![Les sept familles de la [souveraineté numérique] à la française (1/2)](https://incyber.org//wp-content/uploads/2024/03/adobestock-749446930-1920x735.jpeg)
- Accueil
- Souveraineté numérique
- Les sept familles de la souveraineté numérique à la française (1/2)
Les sept familles de la souveraineté numérique à la française (1/2)
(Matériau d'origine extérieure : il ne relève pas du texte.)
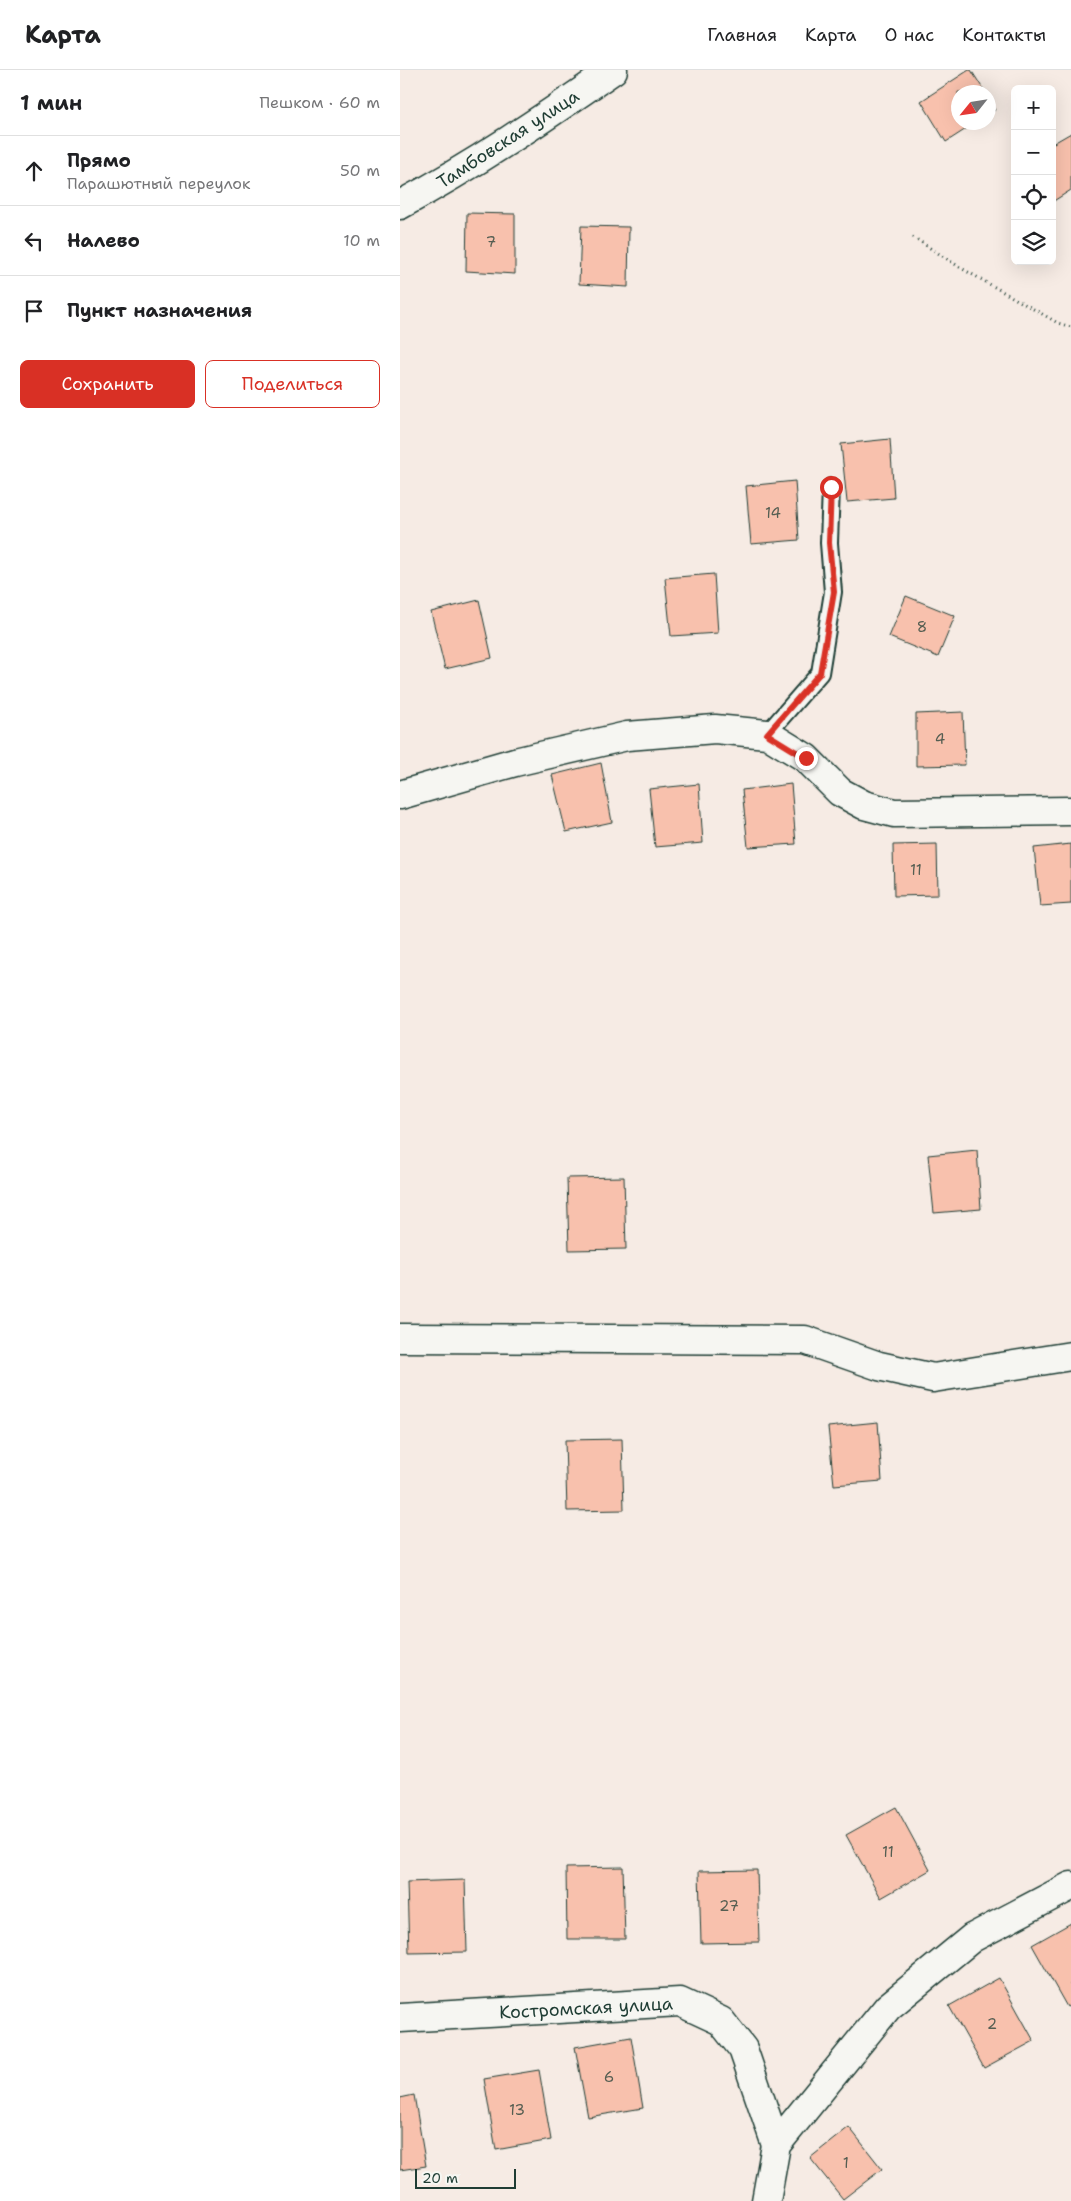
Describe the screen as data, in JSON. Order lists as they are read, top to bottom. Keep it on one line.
{"streets":{"street":["Тамбовская улица","Костромская улица"]},"house_numbers":["7","14","8","4","11","11","27","2","6","13","1"],"scale_bar":"20 m","north":"bottom left","page":{"header":"Карта","nav":["Главная","Карта","О нас","Контакты"],"heading":["1 мин","Пешком · 60 m"],"map_buttons":["+","−"],"list":[["Прямо","Парашютный переулок","50 m"],["Налево","10 m"],"Пункт назначения"],"buttons":["Сохранить","Поделиться"],"scale":"20 m"}}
C’est à Bernard Benhamou et Laurent Sorbier que nous devons l’expression de « souveraineté numérique ». En 2006, les deux experts mettaient en garde les décideurs politiques contre l’hégémonie américaine dans la gouvernance d’Internet, « nouveau terrain où se joue désormais la puissance économique, militaire et politique ». Le concept sera repris avec succès par Pierre Bellanger, dans un ouvrage grand public.
Vingt ans plus tard, le numérique est un des leviers majeurs de la souveraineté des États, acquérant au moins autant d’importance « qu’en ont eu le charbon et l’acier en leur temps », comme le rappelait Philippe Dewost dans un essai historique marquant. Mieux, le numérique deviendrait lui-même « souverain », en « gouvernant silencieusement toutes les autres formes de pouvoir », observe Bertrand Leblanc-Barbedienne, fondateur du média Souveraine Tech.
Les autonomistes, garants du régalien (1)
La « famille » autonomiste recherche autant l’autonomie stratégique que la performance, spécialement dans les domaines régaliens du renseignement et du secret – à l’image du réseau classifié ISIS développé par l’OSIIC, ou bien de la messagerie sécurisée Tchap, développée par la DINUM. Pour autant, cette doctrine ne repose pas sur une logique absolutiste de « repli sur soi ». Elle privilégie plutôt une approche par degré, en fonction de la criticité des besoins.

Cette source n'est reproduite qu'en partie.